If, following your inquiry, you and I hit it off, the next steps will include formally applying to graduate school in the CU Boulder Department of Ecology & Evolutionary Biology (EBIO) by the application deadline of December 1st. I’d recommend giving this blog post from Dr. Meghan Duffy a read before you do this. A few other things to note, in considering whether to apply:
- We have eliminated the GRE – so, you don’t need to take this costly, cumbersome, and not particularly useful (e.g.) exam to get admitted into our program.
- If application costs are an issue, please let me know before deciding not to apply. Also, we are taking steps in EBIO to reduce or eliminate application fees for those who are economically disadvantaged.
- EBIO is not just chuck-full of great scientists that run the gamut of ecology, evolutionary biology and behavior, but the departmental culture is the most progressive I’ve encountered at a leading research university. The department (and, actually, the university as a whole) seems refreshingly committed to not just leading the world in science but also taking actions to foster JEDI — something we desperately need to improve upon in STEM fields.
- Our lab, EBIO, and our scientific discipline as a whole will benefit from a diversity of perspectives. So, don’t count yourself out because you don’t appear to ‘fit the mold’ of how you perceive a scientist is supposed to be or act — the truth is that any mold that exists is from a legacy of inequality, and as we continue to acknowledge and strategically mitigate barriers to entry in STEM, I believe the premium on diversity in the STEM professional workforce will continue to rise. In short, if you think you don’t belong, you probably do, and maybe more so than you can imagine.
Finally, to end on a personal note: I have walked an unlikely path to become a professor in science. I am the son of an immigrant from Argentina, I was raised working class by a single mother in an oil town in Texas, and I attended underfunded public K-12 schools that did not have the bandwidth to open up my world to the possibilities that I now know exist (but are, unfortunately, still largely restricted to a small subset of society). I got here through hard work and chance run-ins with good people. I’ve felt like an imposter at each stage of my career, especially in graduate school. It’s been a struggle — a struggle that is far from unique to me.

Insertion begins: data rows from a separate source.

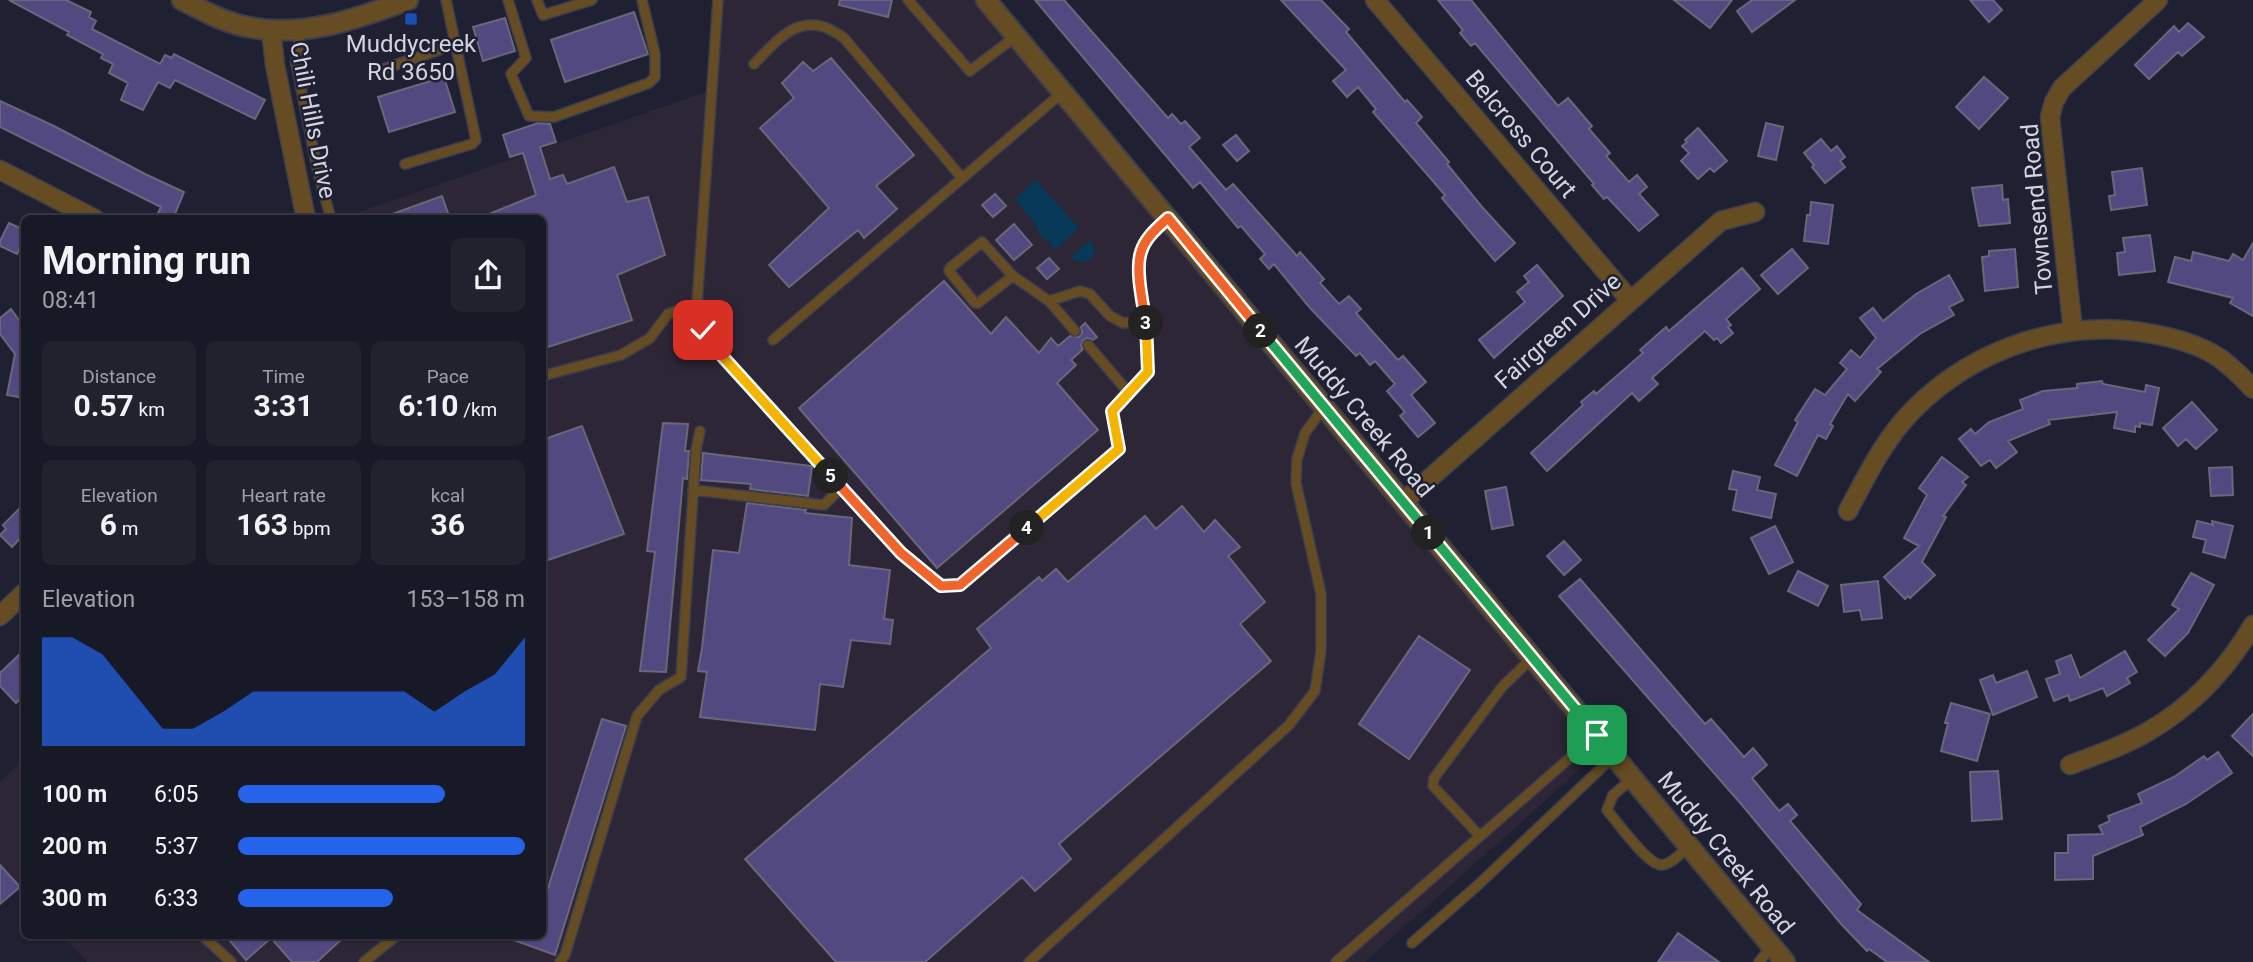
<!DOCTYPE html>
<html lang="en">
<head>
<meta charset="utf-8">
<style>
  :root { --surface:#171926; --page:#20222e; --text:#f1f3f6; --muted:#9ea0a7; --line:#363843; --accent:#2563eb }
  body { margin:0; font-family:Roboto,sans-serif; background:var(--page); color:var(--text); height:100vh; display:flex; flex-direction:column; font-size:26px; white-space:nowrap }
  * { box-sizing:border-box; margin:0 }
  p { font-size:23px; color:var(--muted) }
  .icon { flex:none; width:38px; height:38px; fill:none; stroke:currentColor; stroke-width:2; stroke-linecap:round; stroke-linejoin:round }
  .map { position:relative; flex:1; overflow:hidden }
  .details { position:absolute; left:21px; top:215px; width:525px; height:724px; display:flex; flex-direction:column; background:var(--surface); border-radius:10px; box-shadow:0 2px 5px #0004,0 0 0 2px var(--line) }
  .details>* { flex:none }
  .pin { position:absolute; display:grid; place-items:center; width:60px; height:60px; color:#fff; margin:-30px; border-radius:14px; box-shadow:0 4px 10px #0006 }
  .km { position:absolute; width:35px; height:35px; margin:-18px; border-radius:50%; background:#222; color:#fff; font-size:19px; line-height:35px; text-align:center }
  .round { display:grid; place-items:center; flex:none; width:74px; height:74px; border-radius:10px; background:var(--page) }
  .head { display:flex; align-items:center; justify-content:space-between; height:119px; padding:0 21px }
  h1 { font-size:38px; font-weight:700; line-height:52px }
  .stats { display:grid; grid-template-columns:repeat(3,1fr); gap:10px; height:119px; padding:7px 21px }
  .stats div { display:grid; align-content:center; border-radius:10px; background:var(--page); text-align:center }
  .stats b { font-size:30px; font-weight:700 }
  .stats small { font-size:19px; font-weight:400 }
  .stats p { font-size:19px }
  .chart { height:196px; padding:14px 21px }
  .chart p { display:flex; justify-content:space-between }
  .chart svg { width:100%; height:126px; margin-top:7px; fill:var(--accent); opacity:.7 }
  ul { padding:0 21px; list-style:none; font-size:23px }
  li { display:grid; grid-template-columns:112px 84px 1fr; align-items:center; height:52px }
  li i { height:18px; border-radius:9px; background:var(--accent) }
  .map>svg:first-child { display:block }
  .industrial { fill:#2d2636 }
  .water { fill:#083958 }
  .building { fill:#534981; stroke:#69677b; stroke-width:2 }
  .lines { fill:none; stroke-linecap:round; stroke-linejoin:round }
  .service-casing { stroke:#3c3e4e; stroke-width:12 }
  .minor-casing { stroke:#3c3e4e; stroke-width:21 }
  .tertiary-casing { stroke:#3c3e4e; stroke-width:23 }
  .service { stroke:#664c22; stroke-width:9 }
  .minor { stroke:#664c22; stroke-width:18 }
  .tertiary { stroke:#664c22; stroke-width:19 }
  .split-1-casing { stroke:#fff; stroke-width:14 }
  .split-2-casing { stroke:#fff; stroke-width:14 }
  .split-3-casing { stroke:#fff; stroke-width:14 }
  .split-4-casing { stroke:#fff; stroke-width:14 }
  .split-5-casing { stroke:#fff; stroke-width:14 }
  .split-6-casing { stroke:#fff; stroke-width:14 }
  .split-1 { stroke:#22a559; stroke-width:9 }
  .split-2 { stroke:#22a559; stroke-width:9 }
  .split-3 { stroke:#f0652b; stroke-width:9 }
  .split-4 { stroke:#f5b400; stroke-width:9 }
  .split-5 { stroke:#f0652b; stroke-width:9 }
  .split-6 { stroke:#f5b400; stroke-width:9 }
  .transit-dot { fill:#1a4fb4; stroke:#1f2132; stroke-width:2.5 }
  .labels { text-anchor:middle; stroke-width:5; stroke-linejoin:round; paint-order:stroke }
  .poi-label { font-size:24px; fill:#d2d4df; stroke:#1f2132 }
  .street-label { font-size:24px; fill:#d2d4df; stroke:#1f2132 }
</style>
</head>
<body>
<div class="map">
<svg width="2253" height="962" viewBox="0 0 2253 962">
  <rect width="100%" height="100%" fill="#1f2132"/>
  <!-- industrial -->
  <path class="industrial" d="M718,0H986L1606,746L1365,962H87L63,936H542V219H339L712,90Z
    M24,758V894L0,867V782Z"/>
  <!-- water -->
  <path class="water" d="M1035,180L1079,228L1055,250L1049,241L1041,237L1036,225L1015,199Z
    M1091,240L1095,254L1084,263L1070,258Z"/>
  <!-- building -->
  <path class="building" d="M9,0H66L91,12L89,17L96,21L92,29L160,64L165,55L172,58L174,54L265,100L255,119L175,80L170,88L158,82L143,110L121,100L128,83L109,73L113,64L101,58L103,54L67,35L69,32Z
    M840,0H892L888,17L839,5Z
    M1035,0H1064L1168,118L1172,114L1181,124L1185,121L1200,138L1189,147L1226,190L1233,184L1297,256L1300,252L1324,279L1320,283L1339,304L1349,296L1361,309L1356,313L1398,360L1403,356L1426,382L1411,395L1435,423L1418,437L1400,416L1405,412L1387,391L1395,384L1375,361L1370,365L1360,353L1356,356L1310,308L1274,264L1269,269L1260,259L1265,254L1241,226L1238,228L1200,182L1193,188Z
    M1281,0H1321L1349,29L1346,32L1405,102L1407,100L1422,117L1416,123L1449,162L1447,164L1482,207L1515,243L1495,261L1442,198L1445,195L1373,112L1376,109L1358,87L1347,97L1333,81L1346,70Z
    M1438,0H1471L1558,106L1568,98L1592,126L1589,129L1610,153L1606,156L1629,182L1637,175L1647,187L1639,194L1658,215L1639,231L1607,197L1604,199L1592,185L1594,184L1475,43L1471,46L1460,33L1463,30Z
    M1674,0H1732L1710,28Z
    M1752,0H1795L1752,32L1737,11Z
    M1970,0H1993L2002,10L1989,22Z
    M634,12L648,54L565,82L551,40Z
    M505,18L515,51L483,61L473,27Z
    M2188,23L2204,37L2182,56L2178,52L2149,79L2135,65L2174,26L2179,32Z
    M831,58L914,155L876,186L897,209L864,238L858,230L789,287L769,265L829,208L760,128L794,98L782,83L803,62L813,71Z
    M444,77L455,112L389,132L378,97Z
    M1984,77L2008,98L1979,129L1956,107Z
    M0,101L54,126L145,174L184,192L173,219L158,213L161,207L0,127Z
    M538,123L550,124L556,142L540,147L550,179L563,175L567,184L614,167L627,202L648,197L665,255L617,275L632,320L542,349V219L479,218L536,195L523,153L510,157L503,135Z
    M1766,123L1783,127L1776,160L1758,156Z
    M1698,128L1727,161L1714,172L1710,168L1698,179L1681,161L1689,153L1682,146L1687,142L1685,140Z
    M1236,135L1249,151L1237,161L1223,145Z
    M1821,139L1831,151L1837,146L1845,157L1840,161L1845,167L1825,183L1812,167L1814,165L1804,153Z
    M2142,168L2147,205L2111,210L2109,196L2115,195L2112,172Z
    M2002,185L2003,200L2008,199L2010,223L1979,226L1972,188Z
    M995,194L1006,206L993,217L982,205Z
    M442,196L450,219H384V217Z
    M1811,202L1833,205L1828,244L1804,241L1807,215H1810Z
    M9,223L24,230V239L17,254L0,246V241Z
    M1014,224L1032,245L1014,260L996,240Z
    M2150,235L2155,271L2119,275L2117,253L2125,252L2123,238Z
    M2253,243V316L2230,303L2233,298L2168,282L2175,257L2191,261L2193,252L2229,261L2233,254L2243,260Z
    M1792,249L1808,268L1778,294L1761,275Z
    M2015,249L2018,287L1985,291L1982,257L1989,256V251Z
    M1049,258L1059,269L1047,279L1037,268Z
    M1537,265L1563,296L1494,358L1479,340L1525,302L1517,292L1529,282L1524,276Z
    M1742,268L1760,289L1726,319L1731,325L1728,327L1733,333L1721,343L1717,338L1714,340L1705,331L1652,378L1658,384L1639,401L1632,393L1547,471L1531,453L1583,405L1581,402L1594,391L1596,394L1643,353L1640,350L1666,327L1669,331Z
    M1949,275L1963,300L1949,307L1954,315L1921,333L1877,369L1881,372L1855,401L1848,394L1830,424L1833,426L1826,439L1818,435L1797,476L1775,465L1798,422L1795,420L1815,389L1825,395L1847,369L1840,363L1851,350L1860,358L1876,338L1860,318L1873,308L1883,321L1916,294Z
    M944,281L991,334L1006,317L1039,353L1051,338L1058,346L1070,336L1079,337L1082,333L1081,327L1085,323L1097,337L1093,340L1087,338L1083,340L1081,346L1083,349L1071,360L1076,365L1057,383L1098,430L937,568L799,408Z
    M11,309L24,327V398L7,395L15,354L0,334V318Z
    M2102,381L2103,384L2145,392L2146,385L2159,388L2152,425L2140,423V427L2135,426V432L2114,428L2117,412L2048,420L2050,424L2008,441L2017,452L1996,468L1990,460L1981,466L1959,439L1971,429L1975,434L1989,422L2023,409L2020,400L2043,391L2077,388V384Z
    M2192,402L2217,430L2196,449L2186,439L2178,446L2163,428Z
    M663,423L688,424L685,451H689L687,479L683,478L666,672L640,671L655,552L647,551Z
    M582,426L624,534L542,562V440Z
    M703,453L812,466L808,496L750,489L751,484L701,480Z
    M1942,457L1968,477L1962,482L1966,485L1943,516L1946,517L1922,562L1935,575L1910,598L1908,596L1905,599L1884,577L1919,546L1904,538L1927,495L1919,488Z
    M2232,467L2233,495L2211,496L2209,468Z
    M1733,471L1760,477L1757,490L1776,494L1771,518L1733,510L1737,490L1729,489Z
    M1506,487L1513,525L1492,529L1485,491Z
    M747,503L806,510L805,513L852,518L849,565L890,570L884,619L893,620L890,644L851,640L843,687L820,684L815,730L700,717L707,672L698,671L702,648L713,550L739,553Z
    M24,504V534L12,547L0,535L6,529L3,525Z
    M1182,506L1204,532L1215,520L1240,547L1228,556L1265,602L1240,624L1271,661L1059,844L1071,859L1035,891L1022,877L925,962H836L745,859L991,648L977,629L1039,577L1042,581L1056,569L1068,582L1145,516L1156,529Z
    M2197,521L2213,525L2212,521L2233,526L2225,558L2203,552L2206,540L2193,537Z
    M1775,526L1793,562L1769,574L1751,538Z
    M1564,541L1581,560L1564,575L1547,556Z
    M1798,571L1828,586L1818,606L1788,591Z
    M2191,573L2214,585L2188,633L2165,656L2148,640L2179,609L2172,605Z
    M1580,579L1705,724L1711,719L1744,757L1753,748L1767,765L1752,778L1779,811L1788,804L1797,815L1790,821L1861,904L1857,910L1929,962H1887L1869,949L1867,951L1842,925L1742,805L1559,596Z
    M1878,581L1882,618L1862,620L1860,610L1844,612L1841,585Z
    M1419,636L1470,670L1409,759L1359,724Z
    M24,650V695L16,703L0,686V673Z
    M2125,651L2137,672L2127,678L2130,683L2107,696L2103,688L2070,701L2068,695L2054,701L2046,679L2060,674L2056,661L2071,655L2080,678Z
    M2027,671L2037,697L1993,715L1980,680L1993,675L1996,683Z
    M1951,703L1990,714L1977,761L1941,751L1948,723H1945Z
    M2253,714V756L2232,736Z
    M602,719L626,726L555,955L508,938L509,936H542V907Z
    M2218,752L2232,773L2186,804L2140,827L2143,835L2093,856V879L2055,880V853H2068V835L2103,834L2099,826L2110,821L2108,816L2142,803L2138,794L2174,777L2204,756L2207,760Z
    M1998,771L2002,819L1972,821L1970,772Z
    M0,865L20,887L0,904Z
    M1678,933L1719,962H1658Z
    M226,936H345L317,962H292L271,938L246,960Z"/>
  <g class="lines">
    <defs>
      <path id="service" d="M508,0L526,58L511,74L529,116L554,117L649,83L655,77V54L642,0
        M537,0L543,15L592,0
        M718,0L697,304L703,330L723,357L901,553L941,586L960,585L1119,449L1112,411L1148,372L1147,334L1139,264L1141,252L1151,234L1168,218
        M908,0L970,71L1016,36
        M300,31L296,63L318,172L331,219
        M754,64C773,45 793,17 824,27C831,29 838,34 844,38L962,178
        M378,71L456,44
        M405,164L472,144L476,140L446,0
        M1013,276L982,242L950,268L949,271L975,303H978L1013,276L1049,301L1075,331
        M1049,301L1080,291L1090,294L1110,316L1123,323L1145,321
        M773,340L1063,92
        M1088,345L1129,393
        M542,376L621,355L650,338L668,314L697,304
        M693,490L824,505L841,488
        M1633,778L1613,795L1607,810C1617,822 1647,864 1661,865C1671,865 1682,852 1689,846
        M1480,836L1433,786L1434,778L1502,687L1532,658
        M203,936L231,962
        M1412,943L1478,885L1614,756
        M364,962L396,936
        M560,962L565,955L637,716L659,690L681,677L696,450L700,431
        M1029,962L1289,725L1315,691L1321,650V594L1296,483L1297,459L1305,433L1324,407
        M1336,962L1596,735
        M1759,962L1771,947"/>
      <path id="minor" d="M1375,0L1630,300
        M271,30L275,65L306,219
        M0,170L95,219
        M2073,331L2050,117L2054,102L2062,88L2158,0
        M1403,502L1721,221L1755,212
        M1848,511C1867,475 1885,438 1914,409C1976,347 2067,317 2153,334C2175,338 2198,344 2218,357C2231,366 2242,377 2253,389
        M0,616L24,593
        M2070,765C2096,755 2124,746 2149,731C2194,705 2227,669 2253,625"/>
      <path id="tertiary" d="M182,0C202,10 221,21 243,26C301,39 354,20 408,0
        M986,0L1785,962"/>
    </defs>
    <!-- service casing -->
    <use href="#service" class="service-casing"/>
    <!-- minor casing -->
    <use href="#minor" class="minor-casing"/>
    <!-- tertiary casing -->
    <use href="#tertiary" class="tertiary-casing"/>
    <!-- service -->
    <use href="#service" class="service"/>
    <!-- minor -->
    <use href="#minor" class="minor"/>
    <!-- tertiary -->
    <use href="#tertiary" class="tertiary"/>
  </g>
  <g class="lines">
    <defs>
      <path id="split-1" d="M1429,533L1597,735"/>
      <path id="split-2" d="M1261,331L1429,533"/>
      <path id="split-3" d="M1146,323C1143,304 1135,270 1141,252C1145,238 1157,228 1168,218L1261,331"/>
      <path id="split-4" d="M1027,528L1119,449L1112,411L1148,372L1146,323"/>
      <path id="split-5" d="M831,476L901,553L941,586L960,585L1027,528"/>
      <path id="split-6" d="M703,330L723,357L831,476"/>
    </defs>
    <!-- split-1 casing -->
    <use href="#split-1" class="split-1-casing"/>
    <!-- split-2 casing -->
    <use href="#split-2" class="split-2-casing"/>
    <!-- split-3 casing -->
    <use href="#split-3" class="split-3-casing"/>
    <!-- split-4 casing -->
    <use href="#split-4" class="split-4-casing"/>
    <!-- split-5 casing -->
    <use href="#split-5" class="split-5-casing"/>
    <!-- split-6 casing -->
    <use href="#split-6" class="split-6-casing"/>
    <!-- split-1 -->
    <use href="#split-1" class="split-1"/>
    <!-- split-2 -->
    <use href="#split-2" class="split-2"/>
    <!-- split-3 -->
    <use href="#split-3" class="split-3"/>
    <!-- split-4 -->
    <use href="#split-4" class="split-4"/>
    <!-- split-5 -->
    <use href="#split-5" class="split-5"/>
    <!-- split-6 -->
    <use href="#split-6" class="split-6"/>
  </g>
  <!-- markers -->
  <rect class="transit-dot" x="404" y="12" width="14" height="14" rx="3.5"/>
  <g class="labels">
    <!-- poi labels -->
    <g class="poi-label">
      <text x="411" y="52">Muddycreek<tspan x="411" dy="28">Rd 3650</tspan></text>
    </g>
    <!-- street labels -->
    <g class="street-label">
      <text transform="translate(313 120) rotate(79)" y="8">Chili Hills Drive</text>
      <text transform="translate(1521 134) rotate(50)" y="8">Belcross Court</text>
      <text transform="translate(2037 209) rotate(-95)" y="8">Townsend Road</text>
      <text transform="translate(1558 331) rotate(-42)" y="8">Fairgreen Drive</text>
      <text transform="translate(1364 417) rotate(50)" y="8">Muddy Creek Road</text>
      <text transform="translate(1726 853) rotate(51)" y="8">Muddy Creek Road</text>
    </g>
  </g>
</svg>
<div class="pin" style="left:1597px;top:735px;background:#1e9e55"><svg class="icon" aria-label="arrive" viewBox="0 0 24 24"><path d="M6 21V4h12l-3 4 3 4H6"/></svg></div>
<div class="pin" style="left:703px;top:330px;background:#d93025"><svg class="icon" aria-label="check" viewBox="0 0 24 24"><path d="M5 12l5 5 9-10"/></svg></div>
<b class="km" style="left:1429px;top:533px">1</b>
<b class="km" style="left:1261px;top:331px">2</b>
<b class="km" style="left:1146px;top:323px">3</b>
<b class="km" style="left:1027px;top:528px">4</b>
<b class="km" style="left:831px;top:476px">5</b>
<section class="details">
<div class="head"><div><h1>Morning run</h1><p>08:41</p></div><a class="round"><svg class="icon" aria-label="share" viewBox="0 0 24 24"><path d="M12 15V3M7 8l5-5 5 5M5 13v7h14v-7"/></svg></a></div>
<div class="stats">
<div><p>Distance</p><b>0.57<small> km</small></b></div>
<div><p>Time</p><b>3:31</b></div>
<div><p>Pace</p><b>6:10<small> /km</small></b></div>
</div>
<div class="stats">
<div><p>Elevation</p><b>6<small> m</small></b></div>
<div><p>Heart rate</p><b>163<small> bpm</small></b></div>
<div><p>kcal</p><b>36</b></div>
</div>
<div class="chart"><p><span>Elevation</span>153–158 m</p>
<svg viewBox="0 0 160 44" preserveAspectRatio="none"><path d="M0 44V6L10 6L20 12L30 25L40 38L50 38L60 32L70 25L80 25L90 25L100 25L110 25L120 25L130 32L140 25L150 19L160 6V44z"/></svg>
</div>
<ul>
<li><b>100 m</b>6:05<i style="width:72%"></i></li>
<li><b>200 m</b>5:37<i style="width:100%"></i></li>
<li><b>300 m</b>6:33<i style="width:54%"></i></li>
</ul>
</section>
</div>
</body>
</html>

But I see the tide turning. I am part of a community of like-minded scientists that want, as badly as I do, to see our profession become inclusive and, in doing so, empowered. I am thrilled to be in a position to lead a lab group, but we cannot, in good conscience, simply do research in a silo. We need to also take action to bridge the gap between science and the diverse, mass public. I am deeply motivated to continue to contribute to this effort, which, considering the unprecedented global threats we now face (e.g., climate change, pandemics), perhaps defines the grandest challenge of our time.